CT and neuro exams legit for monitoring brain pressure build-up
CT scans combined with neurological examinations are just as effective for monitoring pressure build-up in the brain following a head trauma as measuring intracranial pressure using a sensor inserted via catheter or screw, according to a study published Dec. 12 in the New England Journal of Medicine.
Researchers, led by Randall Chesnut, M.D., of Harborview Medical Center in Seattle, conducted a multicenter trial involving 324 patients, ages 13 and older, who suffered traumatic brain injuries and were being treated in intensive care units in Bolivia and Ecuador. Survival rates and mental functioning of the patients were examined at three- and six-month intervals after the head trauma.
The researchers found no real difference between outcomes for the two groups of patients. The mortality rate after six months for the intracranial pressure monitoring group was 39 percent, and 41 percent for the imaging/neurological exam group.
"Within this field, this is a game changer," Chesnut said, according to a University of Washington announcement. Chestnut said that he thinks the current method of pressure monitoring relies too much on readouts from the sensor, and not enough on the overall condition of the patients, which is something CT scans and neurological exams are better able to provide.

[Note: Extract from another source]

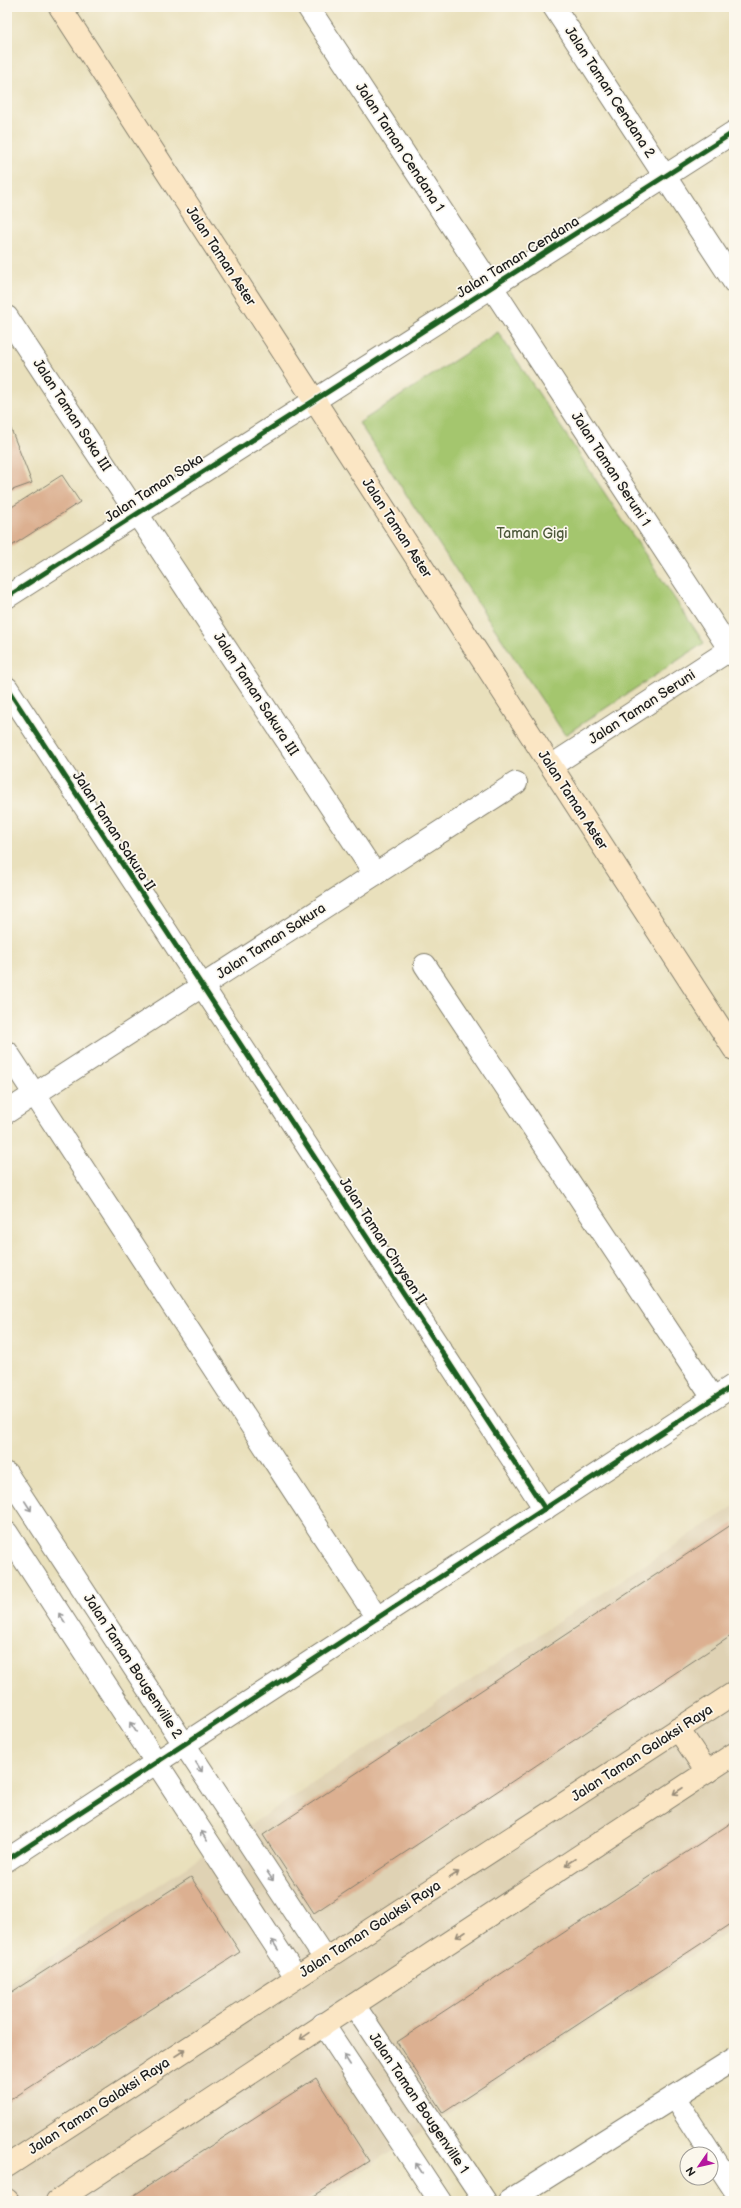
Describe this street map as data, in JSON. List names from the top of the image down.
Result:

He added that the study provides evidence that multimodality monitoring should be used more frequently, which can result in more focused treatment, less unnecessary treatment, and shorter stays in the intensive care unit.
Robert Glatter, M.D., an emergency room physician at Lennox Hill Hospital in New York City not involved in the study, said in an article published in HealthDay News that the study "shows that a good clinical exam, combined with appropriate imaging really has the potential to be as good as serial measurements of intracranial pressure when you are trying to assess response to serious head trauma.
"It's too soon, however, to make a judgment about replacing the current practice with scans and exams," Glatter said. "Larger studies are essential to really confirm the findings of this study."